Collected data entries
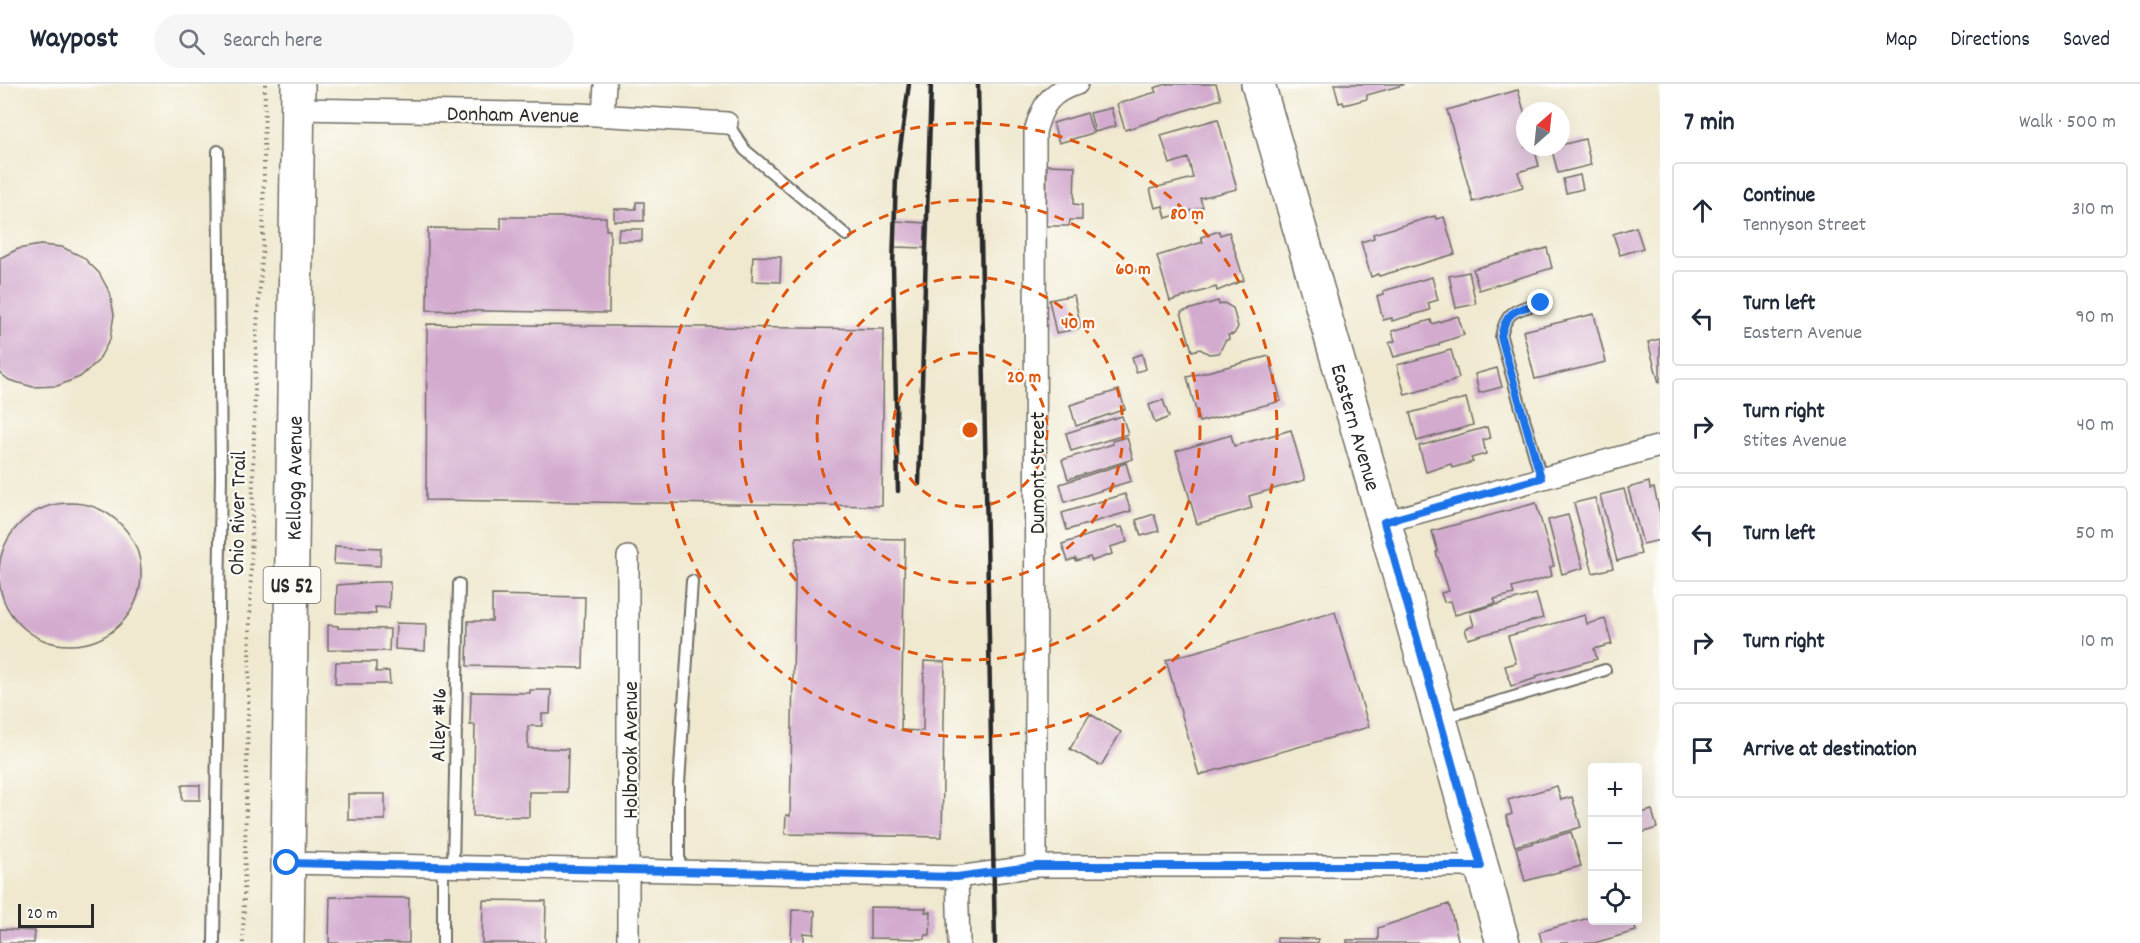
<!DOCTYPE html>
<html lang="en">
<head>
<meta charset="utf-8">
<style>
  :root { --surface:#fff; --page:#f6f6f7; --text:#1f2937; --muted:#747a83; --line:#e0e1e3 }
  body { margin:0; font-family:Dekko,sans-serif; background:var(--page); color:var(--text) }
  .controls { position:absolute; right:18px; bottom:18px; display:grid; overflow:hidden; border-radius:6px; box-shadow:0 6px 24px #0002 }
  .controls button { width:54px; height:54px; display:grid; place-items:center; padding:0; border:0; border-bottom:2px solid var(--line); background:var(--surface); color:var(--text); font:30px sans-serif }
  .compass { position:absolute; left:1516px; top:18px; width:54px; height:54px; border-radius:50%; background:var(--surface); box-shadow:0 6px 24px #0002; rotate:27deg }
  .scale { position:absolute; left:18px; bottom:15px; width:76px; box-sizing:border-box; padding-left:6px; border:3px solid #2b2b2b; border-top:0; font-size:16px; line-height:21px; white-space:nowrap; color:#2b2b2b; -webkit-text-stroke:4px #fdfcf7; paint-order:stroke }
  .stop { position:absolute; width:18px; height:18px; margin:-14px; border:4px solid #1a73e8; border-radius:50%; background:#fff }
  .stop.end { background:#1a73e8; border-color:#fff; box-shadow:0 2px 6px #0008 }
  .list { margin:0; padding:0; list-style:none }
  h2 { display:flex; justify-content:space-between; align-items:center; height:78px; margin:0; padding:0 24px; font-size:26px }
  h2 small { font-size:20px; font-weight:400; color:var(--muted) }
  .list li { display:grid; grid-template-columns:39px 1fr auto; gap:18px; align-items:center; box-sizing:border-box; height:96px; margin:0 12px 12px; padding:0 12px; border:2px solid var(--line); border-radius:6px }
  .list b { display:block; font-size:22px; white-space:nowrap }
  .list p { margin:0; font-size:20px; white-space:nowrap; color:var(--muted) }
  .list em { font-size:20px; font-style:normal; color:var(--muted) }
  .icon { flex:none; width:33px; height:33px; fill:none; stroke:currentColor; stroke-width:2; stroke-linecap:round; stroke-linejoin:round }
  .map { position:relative; flex:none; width:1660px; height:859px; overflow:hidden }
  header { display:flex; align-items:center; gap:36px; box-sizing:border-box; height:84px; padding:0 30px; background:var(--surface); border-bottom:2px solid var(--line) }
  header strong { font-size:28px }
  nav { display:flex; gap:33px; margin-inline-start:auto; font-size:21px }
  .search { width:420px; height:54px; background:var(--page); display:flex; align-items:center; gap:15px; box-sizing:border-box; padding:0 21px; border-radius:33px; color:var(--muted); font-size:22px }
  main { display:flex }
  aside { flex:1; background:var(--surface) }
  .map>svg:first-child { display:block }
  .building { fill:#d3abcf }
  .lines { fill:none; stroke-linecap:round; stroke-linejoin:round }
  .service-casing { stroke:#706e65; stroke-width:14 }
  .minor-casing { stroke:#706e65; stroke-width:24 }
  .primary-casing { stroke:#706e65; stroke-width:36 }
  .path { stroke:#706e65; stroke-width:4; stroke-dasharray:1.5 4.5; stroke-linecap:butt }
  .service { stroke:#fff; stroke-width:10 }
  .minor { stroke:#fff; stroke-width:21 }
  .primary { stroke:#fff; stroke-width:33 }
  .rail { stroke:#2b2b2b; stroke-width:4.5 }
  .route { stroke:#1a73e8; stroke-width:8 }
  .ring { fill:none; stroke:#df570e; stroke-width:3; stroke-dasharray:10 8 }
  .labels { text-anchor:middle; stroke-width:4.5; stroke-linejoin:round; paint-order:stroke }
  .shield { fill:#fdfcf7; stroke:#6a6a68; stroke-width:1.5 }
  .shield-label { font-size:21px; font-weight:bold; fill:#2b2b2b }
  .street-label { font-size:22px; fill:#2b2b2b; stroke:#fdfcf7 }
  .centre { fill:#df570e; stroke:#fdfcf7; stroke-width:3 }
  .ring-label { font-size:18px; text-anchor:middle; font-weight:bold; fill:#df570e; stroke:#fdfcf7; stroke-width:4.5; stroke-linejoin:round; paint-order:stroke }
</style>
</head>
<body>
<header>
<strong>Waypost</strong>
<div class="search"><svg class="icon" aria-label="search" viewBox="0 0 24 24"><circle cx="10" cy="10" r="6"/><path d="M15 15l6 6"/></svg>Search here</div>
<nav><a>Map</a><a>Directions</a><a>Saved</a></nav>
</header>
<main>
<div class="map">
<svg width="1660" height="859" viewBox="0 0 1660 859">
  <rect width="100%" height="100%" fill="#fdfcf7"/>
  <filter id="ink" filterUnits="userSpaceOnUse"><feTurbulence type="fractalNoise" baseFrequency=".0167" numOctaves="2"/><feDisplacementMap in="SourceGraphic" scale="12" xChannelSelector="R" yChannelSelector="G"/><feConvolveMatrix kernelMatrix="1 2 1 2 8 2 1 2 1" color-interpolation-filters="sRGB"/></filter>
  <filter id="wash" filterUnits="userSpaceOnUse"><feTurbulence type="fractalNoise" baseFrequency=".008" numOctaves="4" result="noise"/><feDisplacementMap in="SourceGraphic" scale="24" xChannelSelector="R" yChannelSelector="G"/><feGaussianBlur stdDeviation="1.35" result="paint"/><feColorMatrix in="noise" values="0 0 0 0 0 0 0 0 0 0 0 0 0 0 0 0 0 1.4 0 .05"/><feComposite in="paint" operator="in"/></filter>
  <g filter="url(#wash)">
    <rect width="100%" height="100%" fill="#f0e9d0"/>
    <g id="blocks">
      <!-- building -->
      <path class="building" d="M1167,0H1216L1221,15L1125,46L1117,20L1156,8L1154,4Z
        M1334,0H1403V1L1367,11V15L1344,21L1343,18L1339,19Z
        M1518,6L1525,31V63H1534L1539,82L1518,88L1523,103L1473,118L1447,26Z
        M1111,24L1116,42L1095,48L1090,29Z
        M1087,29L1093,49L1059,59L1053,39Z
        M1218,35L1237,105L1200,114L1203,123L1166,134L1163,122L1155,124L1150,105L1193,94L1188,74L1170,80L1161,51Z
        M1585,55L1591,81L1558,89L1551,63H1561V61Z
        M1047,81L1075,82L1074,120L1082,121V136H1070L1069,142H1046Z
        M1580,91L1583,105L1566,109L1563,95Z
        M636,118H644V137H614V125H636Z
        M1435,132L1436,135L1444,133L1455,170L1379,192L1378,190L1371,193L1361,158L1374,154L1373,150Z
        M501,133H606V146H610L609,229L427,226L428,144L501,145Z
        M895,137L926,139L925,164L895,163Z
        M1636,143L1643,164L1620,171L1613,150Z
        M619,145H642V157H618Z
        M1219,147L1220,151L1229,148L1244,196L1217,207L1216,203L1170,217L1157,172L1203,158L1201,153Z
        M40,161L62,163L83,173L99,189L110,209L114,231L110,255L98,277L80,293L57,302L33,303L9,296L0,289V174L18,165Z
        M1547,164L1552,184L1479,206L1473,185Z
        M753,172L781,173L780,198L752,197Z
        M1469,188L1476,220L1456,224L1449,192Z
        M1432,193L1438,216L1428,219L1430,226L1392,237V234L1383,236L1377,212L1384,210L1383,207Z
        M1074,211L1081,244L1056,249L1049,216Z
        M1218,217L1219,221L1224,219L1233,224L1238,243L1234,250L1228,251L1229,255L1225,257L1219,269L1209,270L1200,265L1192,267L1181,228Z
        M1594,230L1606,278L1535,295L1523,247Z
        M1458,232L1464,251L1439,259V261L1394,273L1389,259L1395,257L1392,247L1431,236L1432,240Z
        M427,240L884,245L882,422L426,416Z
        M1660,255V298L1659,299L1648,258Z
        M1451,266L1459,294L1454,296V297L1405,311L1397,281Z
        M1142,270L1146,285L1136,288L1132,273Z
        M1269,272L1281,317L1199,338L1187,293Z
        M1497,284L1502,303L1479,309L1475,290Z
        M1119,306L1125,325L1076,342L1070,321Z
        M1466,314L1473,341L1417,357L1410,329Z
        M1163,316L1169,333L1155,339L1149,321Z
        M1122,332L1128,350L1071,367L1066,349Z
        M1487,343L1490,354L1483,356L1486,370L1471,374L1473,378L1452,384L1451,380L1426,388L1419,362Z
        M1291,346L1305,396L1249,412L1252,424L1197,440L1176,367L1231,351L1234,362Z
        M1127,353L1133,375L1068,395L1062,376L1113,360L1112,357Z
        M1126,379L1131,397L1065,418L1060,400Z
        M1649,398L1650,405L1654,404L1660,429V456L1643,460L1628,404Z
        M1624,405L1641,470L1617,477L1600,411Z
        M1125,410L1131,427L1067,446L1062,429Z
        M1595,414L1613,484L1593,489L1574,419Z
        M-1 490a71 71 0 1 1 142 0a71 71 0 1 1-142 0Z
        M1536,419L1554,482L1550,483L1552,492L1512,504L1514,510L1494,515L1496,519L1455,531L1451,517L1444,518L1441,509L1449,507L1436,468H1438L1432,447Z
        M1154,430L1159,447L1141,452L1136,436Z
        M1568,431L1583,484L1562,490L1548,436Z
        M1117,442L1118,444L1122,443L1127,458L1110,463L1112,470L1092,477L1090,473L1076,477V474L1068,477L1062,460Z
        M796,453L905,455L901,646L923,647L924,577L945,578L942,753L785,750L786,731L790,732Z
        M335,462L381,464L380,482L334,480Z
        M376,498H390L389,524L375,523L376,530L336,529L337,501Z
        M1536,510L1543,534L1468,555L1465,545L1474,542L1470,528Z
        M492,511L585,513L583,584L467,582L468,537H492Z
        M1335,528L1369,643L1199,691L1166,576Z
        M1585,531L1587,540L1605,535L1612,560L1594,565L1597,575L1536,592L1537,594L1511,602L1505,582L1516,579L1508,552Z
        M396,539L426,540L425,567L395,565Z
        M328,541L338,542V544L390,545L389,567L328,566Z
        M336,578H376V588L389,587L390,600H335Z
        M530,606H551L550,630H542V642H528V664L568,665L567,708H529V733L473,732L475,641H470L471,608L530,609Z
        M1090,630L1121,648L1101,682L1070,665Z
        M182,701H200V716H182Z
        M1557,702L1561,716L1572,713L1581,743L1515,762L1506,732L1512,730L1508,716Z
        M348,710H385V736H348Z
        M1652,726L1657,744L1638,750V730Z
        M1571,748L1581,782L1525,797L1516,764Z
        M330,813L409,814V859H329Z
        M483,816L546,817L545,859H482Z
        M1449,820L1459,859H1347V856H1378V844Z
        M870,823L926,824L925,828H931L930,851H925V855L870,854Z
        M792,826L815,827L814,850L804,849V859L791,858Z
        M1592,833V836H1633L1636,847L1594,859H1542L1539,848Z
        M0,845L35,847L34,859H0Z
        M1277,854L1318,855V859H1277Z"/>
    </g>
  </g>
  <g filter="url(#ink)">
    <use href="#blocks" fill-opacity="0" stroke="#706e65" stroke-width="1.5"/>
    <g class="lines">
      <defs>
        <path id="service" d="M727,39L745,66L846,151
          M1541,394L1501,253C1506,225 1517,226 1541,219
          M1443,634L1605,586
          M443,783V859
          M453,783L459,500
          M679,787V700L692,497
          M214,859L221,391L218,67"/>
        <path id="minor" d="M298,25L579,30L727,39
          M603,32L605,0
          M1384,438L1660,362
          M628,473V859
          M287,779L957,793L1036,782H1481
          M1036,782L1035,48C1042,21 1050,8 1077,0
          M957,793L959,859"/>
        <g id="primary">
          <path id="s1" d="M1258,0L1377,412L1503,859"/>
          <path id="s2" d="M287,859L298,0"/>
        </g>
      </defs>
      <!-- service casing -->
      <use href="#service" class="service-casing"/>
      <!-- minor casing -->
      <use href="#minor" class="minor-casing"/>
      <!-- primary casing -->
      <use href="#primary" class="primary-casing"/>
      <!-- path -->
      <path class="path" d="M243,859L256,256L263,161L265,0"/>
      <!-- service -->
      <use href="#service" class="service"/>
      <!-- minor -->
      <use href="#minor" class="minor"/>
      <!-- primary -->
      <use href="#primary" class="primary"/>
      <!-- rail -->
      <path class="rail" d="M978,0L995,859
        M919,400L931,0
        M898,407L893,182L896,94L909,0"/>
    </g>
  </g>
  <g class="lines" filter="url(#ink)">
    <!-- route -->
    <path class="route" d="M287,779L957,793L1036,782H1481L1384,438L1541,394L1501,253C1506,225 1517,226 1541,219"/>
  </g>
  <!-- distance rings -->
  <g class="ring">
    <circle cx="970" cy="346" r="77"/>
    <circle cx="970" cy="346" r="153"/>
    <circle cx="970" cy="346" r="230"/>
    <circle cx="970" cy="346" r="307"/>
  </g>
  <g class="labels">
    <!-- shield labels -->
    <rect class="shield" x="263.5" y="483" width="57" height="36" rx="4.5"/>
    <g class="shield-label">
      <text x="292" y="508">US 52</text>
    </g>
    <!-- street labels -->
    <g class="street-label">
      <text transform="translate(513 29) rotate(1)" y="8">Donham Avenue</text>
      <text dy="8" stroke="none"><textPath href="#s1" startOffset="357">Eastern Avenue</textPath></text>
      <text transform="translate(1036 389) rotate(-90)" y="8">Dumont Street</text>
      <text dy="8" stroke="none"><textPath href="#s2" startOffset="465">Kellogg Avenue</textPath></text>
      <text transform="translate(236 429) rotate(-89)" y="8">Ohio River Trail</text>
      <text transform="translate(437 641) rotate(-89)" y="8">Alley #16</text>
      <text transform="translate(629 666) rotate(-90)" y="8">Holbrook Avenue</text>
    </g>
  </g>
  <circle cx="970" cy="346" r="9" class="centre"/>
  <g class="ring-label">
    <text x="1187" y="135">80 m</text>
    <text x="1133" y="190">60 m</text>
    <text x="1078" y="244">40 m</text>
    <text x="1024" y="298">20 m</text>
  </g>
</svg>
<div class="controls">
<button>+</button>
<button>−</button>
<button><svg class="icon" aria-label="locate" viewBox="0 0 24 24"><circle cx="12" cy="12" r="6"/><path d="M12 2v4M12 18v4M2 12h4M18 12h4"/></svg></button>
</div>
<svg class="compass" viewBox="-18 -18 36 36"><path d="M0-13l5 13h-10z" fill="#e53935"/><path d="M0 13l5-13h-10z" fill="#747a83"/></svg>
<div class="scale">20 m</div>
<div class="stop" style="left:287px;top:779px"></div>
<div class="stop end" style="left:1541px;top:219px"></div>
</div>
<aside>
<h2>7 min<small>Walk · 500 m</small></h2>
<ul class="list">
<li><svg class="icon" aria-label="ahead" viewBox="0 0 24 24"><path d="M12 20V5M6 11l6-6 6 6"/></svg><div><b>Continue</b><p>Tennyson Street</p></div><em>310 m</em></li>
<li><svg class="icon" aria-label="left" viewBox="0 0 24 24"><path d="M17 20v-9H6M10 6l-5 5 5 5"/></svg><div><b>Turn left</b><p>Eastern Avenue</p></div><em>90 m</em></li>
<li><svg class="icon" aria-label="right" viewBox="0 0 24 24"><path d="M7 20v-9h11M14 6l5 5-5 5"/></svg><div><b>Turn right</b><p>Stites Avenue</p></div><em>40 m</em></li>
<li><svg class="icon" aria-label="left" viewBox="0 0 24 24"><path d="M17 20v-9H6M10 6l-5 5 5 5"/></svg><div><b>Turn left</b></div><em>50 m</em></li>
<li><svg class="icon" aria-label="right" viewBox="0 0 24 24"><path d="M7 20v-9h11M14 6l5 5-5 5"/></svg><div><b>Turn right</b></div><em>10 m</em></li>
<li><svg class="icon" aria-label="arrive" viewBox="0 0 24 24"><path d="M6 21V4h12l-3 4 3 4H6"/></svg><div><b>Arrive at destination</b></div></li>
</ul>
</aside>
</main>
</body>
</html>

What you should do: Return nothing but the lines running from the start of the data to the line with "margin:0; font-family:Dekko,sans-serif; background:var(--page);", please, both ends included and no pictures.

Expected output:
<!DOCTYPE html>
<html lang="en">
<head>
<meta charset="utf-8">
<style>
  :root { --surface:#fff; --page:#f6f6f7; --text:#1f2937; --muted:#747a83; --line:#e0e1e3 }
  body { margin:0; font-family:Dekko,sans-serif; background:var(--page); color:var(--text) }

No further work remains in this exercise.